Combien de tomes sont prévus ? Et quelle période la série va-t-elle couvrir ?

La série couvre tout le conflit. La guerre d’Algérie s’étend officiellement de 1954 à 1962 mais en réalité la période est beaucoup plus longue puisque le conflit commence véritablement en 1945 avec le massacre de Sétif. Il y aura 5 tomes, de paginations assez importantes pour un format « classique » de bande dessinée.

Un mot sur le dessinateur qui vous accompagne et sur la façon dont vous travaillez ensemble ?

Concernant la méthode, je commence par débroussailler le terrain : ce qui représente 1 à 2 années de travail de documentation. À partir de là, je travaille sur mes personnages et des ébauches d’intrigue pour arriver à un texte qui ressemble à une nouvelle entre 30 et 80 pages. C’est ça que je propose aux éditeurs. Un fois que le projet est lancé, je travaille sur le découpage, page par page, que j’envoie à mes dessinateurs.

Dans le cas du premier volume de la série, j’ai envoyé le scénario complet du premier tome à Alfio, il a donc tout le matériel du début à la fin de l’album. Mais ça n’a pas toujours été le cas.
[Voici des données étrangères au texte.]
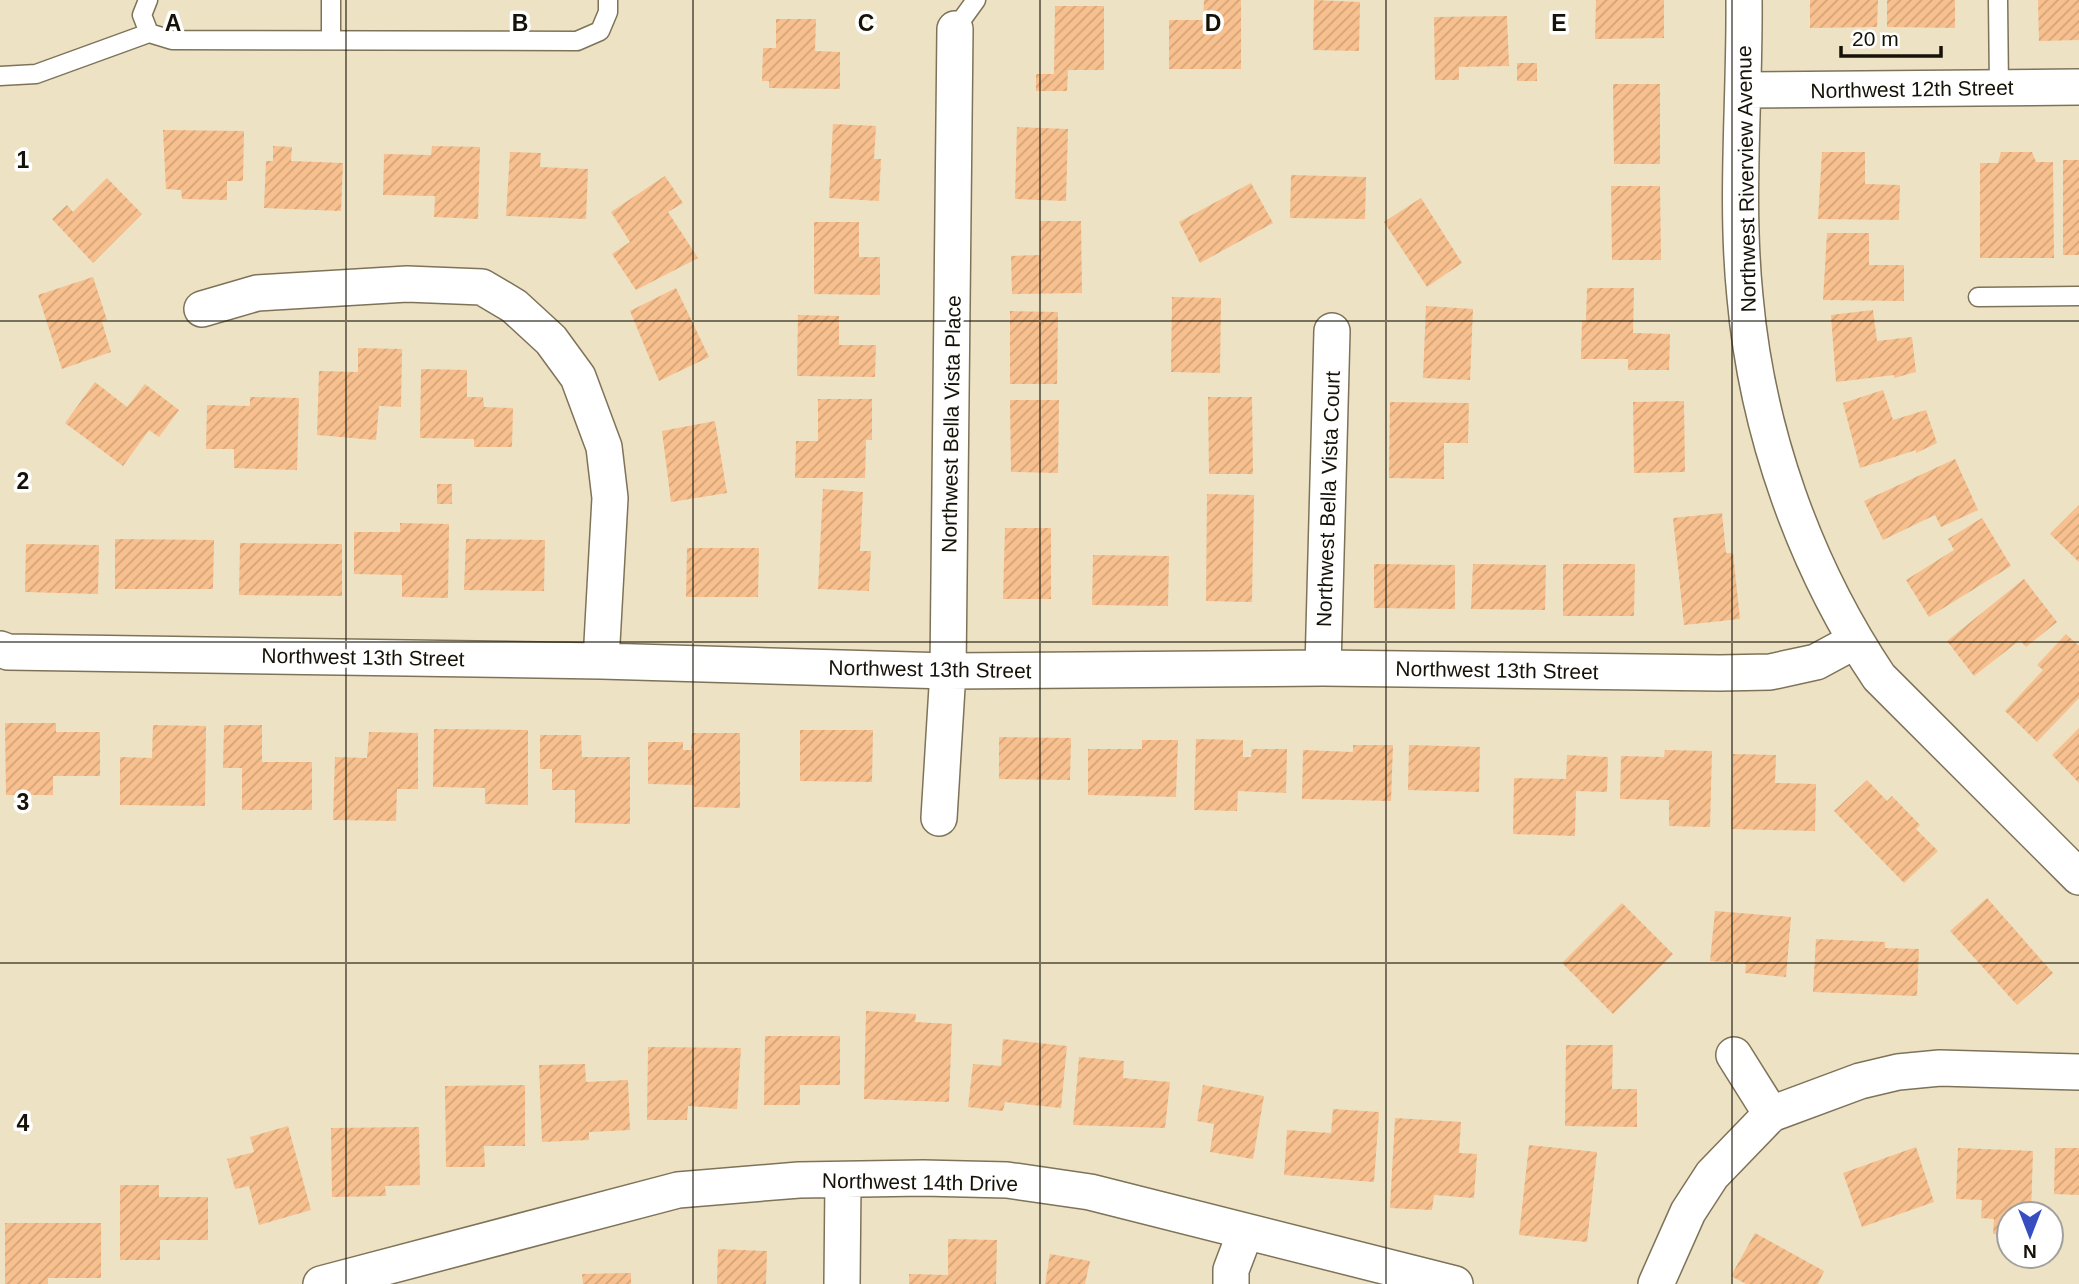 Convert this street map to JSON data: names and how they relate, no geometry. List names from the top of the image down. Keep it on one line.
{"streets":{"street":["Northwest 12th Street","Northwest Riverview Avenue","Northwest Bella Vista Place","Northwest Bella Vista Court","Northwest 13th Street","Northwest 14th Drive"]},"crossings":[["Northwest 12th Street","Northwest Riverview Avenue"],["Northwest Riverview Avenue","Northwest 13th Street"],["Northwest Bella Vista Place","Northwest 13th Street"],["Northwest Bella Vista Court","Northwest 13th Street"]],"scale_bar":"20 m","north":"bottom","grid":{"columns":["A","B","C","D","E"],"rows":["1","2","3","4"]}} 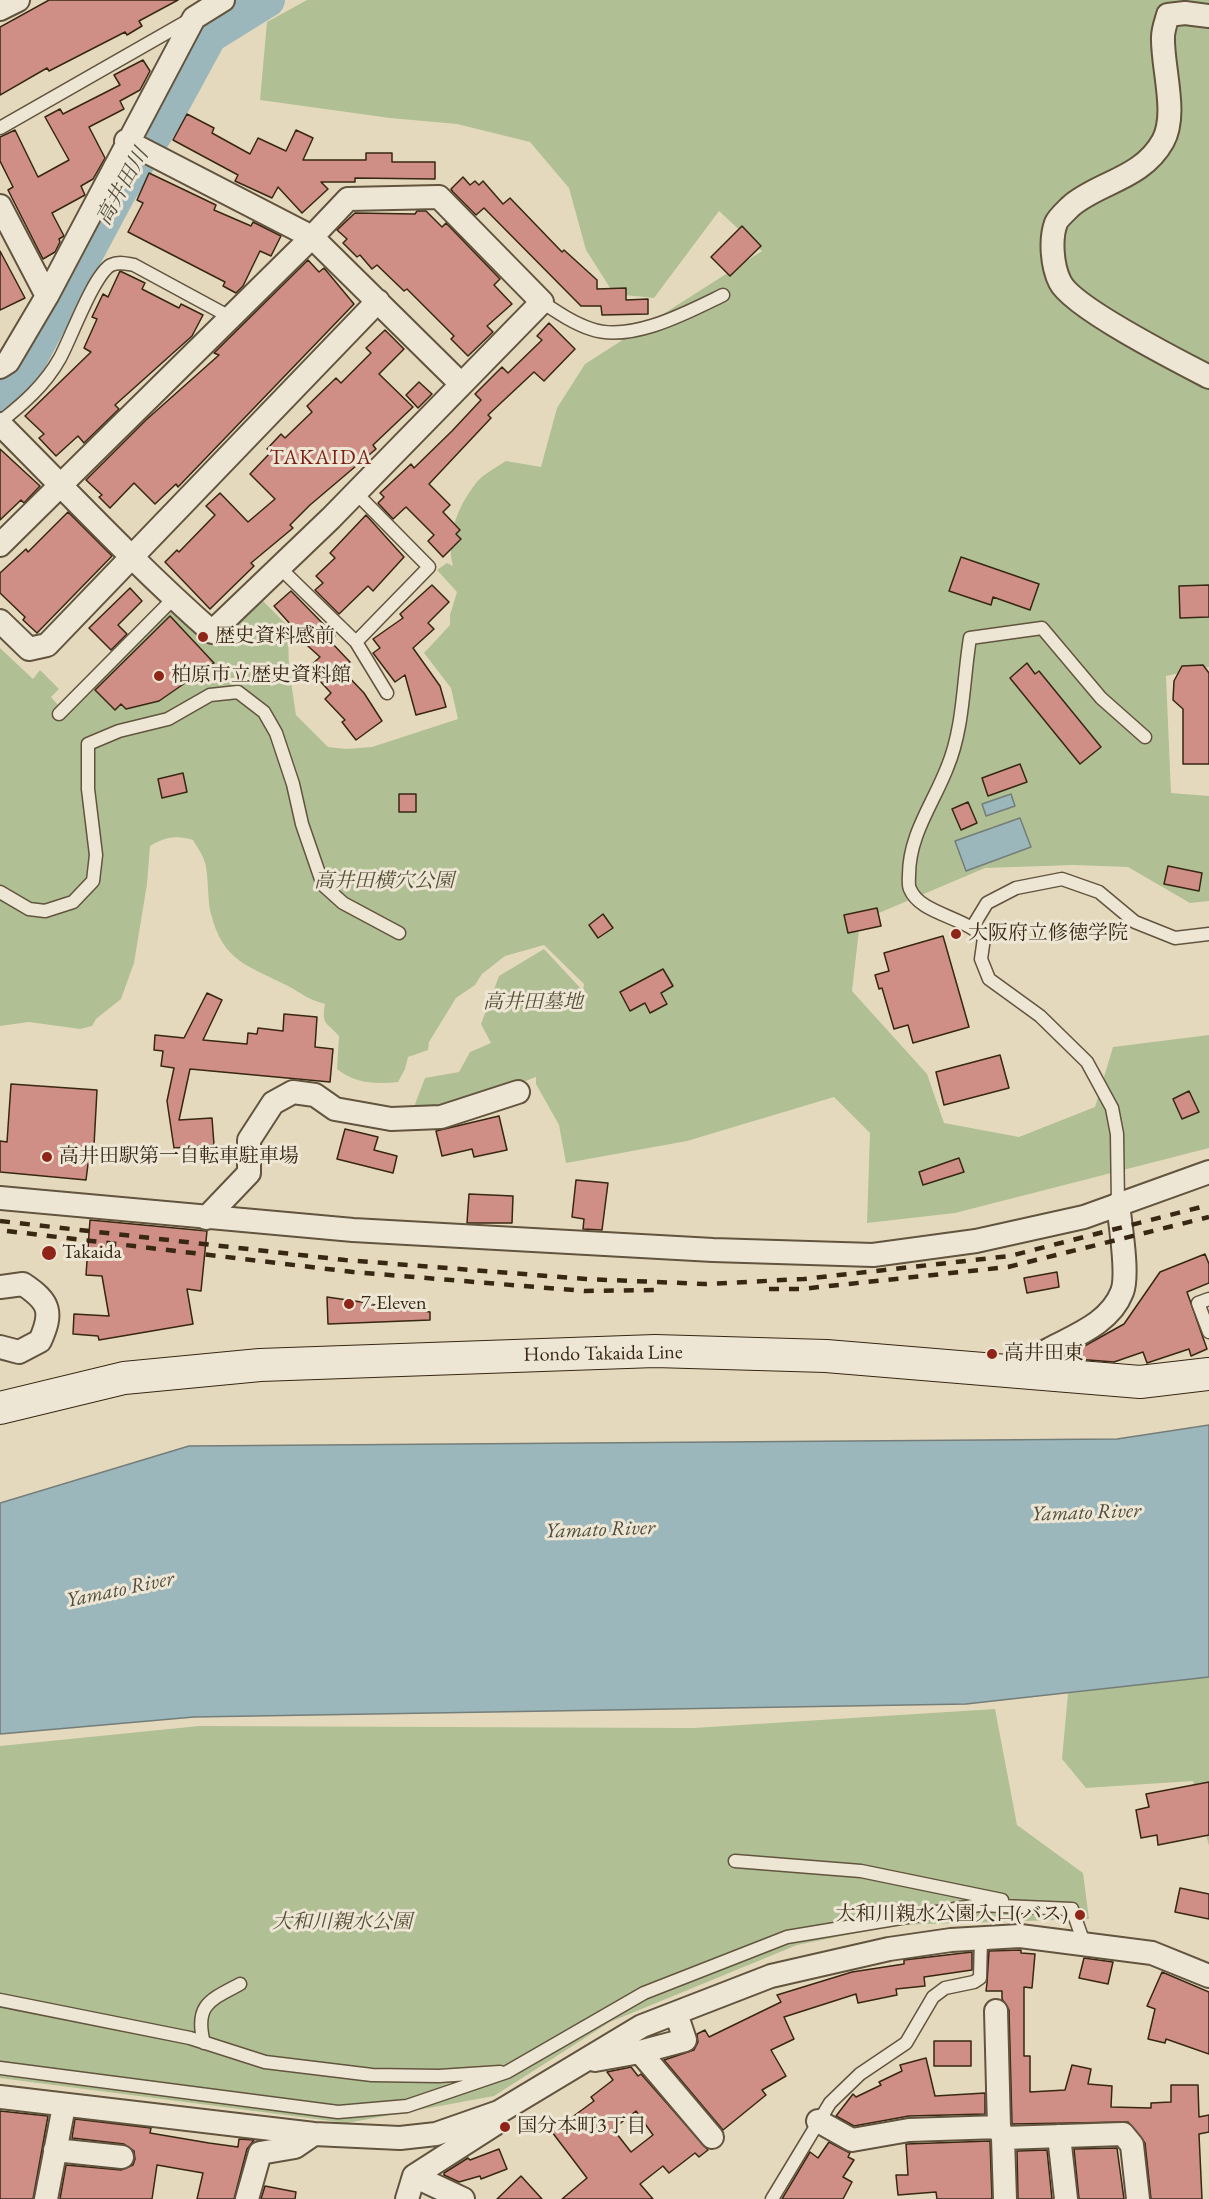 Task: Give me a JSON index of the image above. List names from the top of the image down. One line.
{"streets":{"main road":["Hondo Takaida Line"]},"districts":["TAKAIDA"],"water":["高井田川","Yamato River"],"parks":["高井田横穴公園","高井田墓地","大和川親水公園"],"places":["歴史資料感前","柏原市立歴史資料館","大阪府立修徳学院","高井田駅第一自転車駐車場","Takaida","7-Eleven","高井田東","大和川親水公園入口(バス)","国分本町3丁目"]} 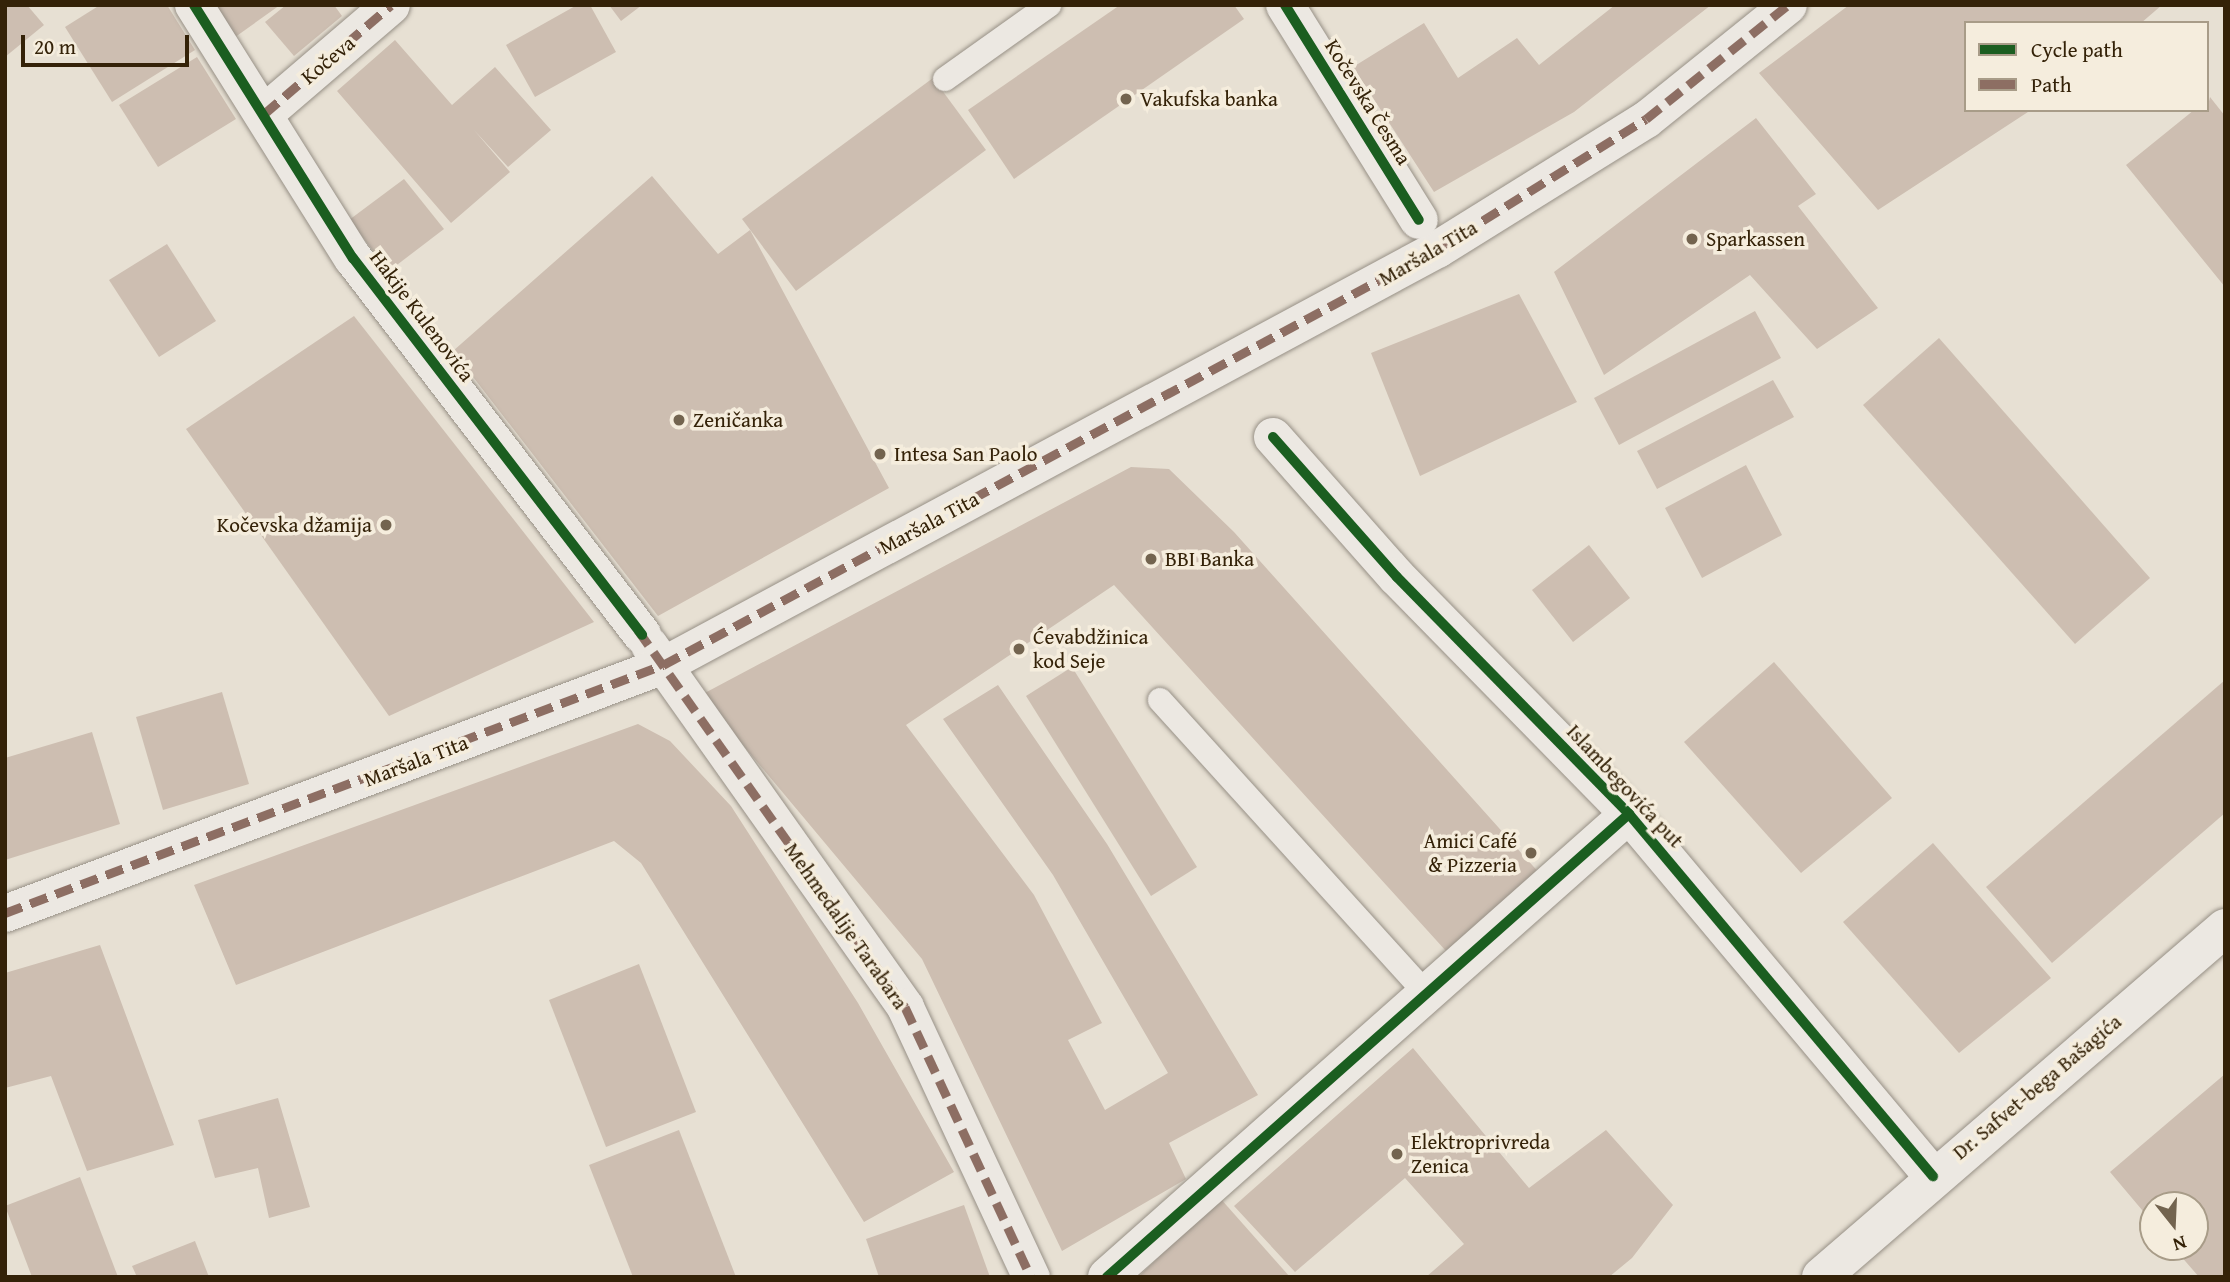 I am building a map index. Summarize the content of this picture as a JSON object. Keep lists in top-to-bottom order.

De plus en plus, en prenant de l’expérience, je mets un point d’honneur à ce que mes projets soient bien aboutis avant de les envoyer à l’éditeur. Si j’ai choisi Alfio, ce n’est pas un hasard. Il a été l’un des artisans du succès des Mystères de la République et on s’entend très bien. Il vit à Milan. C’est un formidable dessinateur. Ce que je recherche chez un dessinateur c’est d’abord la lisibilité, c’est-à-dire la capacité à capter les intentions et de les retranscrire en dessin d’une manière claire. C’est l’une de ses principales forces. Et puis il a autre chose qu’ont très peu d’artistes, c’est la faculté dans une case muette de faire passer toutes les émotions humaines, ce qui est très difficile en dessin, contrairement à l’audiovisuel. Alfio fait ça vraiment très bien, il est capable de réaliser des gros plans de personnages extrêmement touchants. Je suis toujours très ému quand je les découvre. Cela apporte un réel plus à mon travail de scénariste.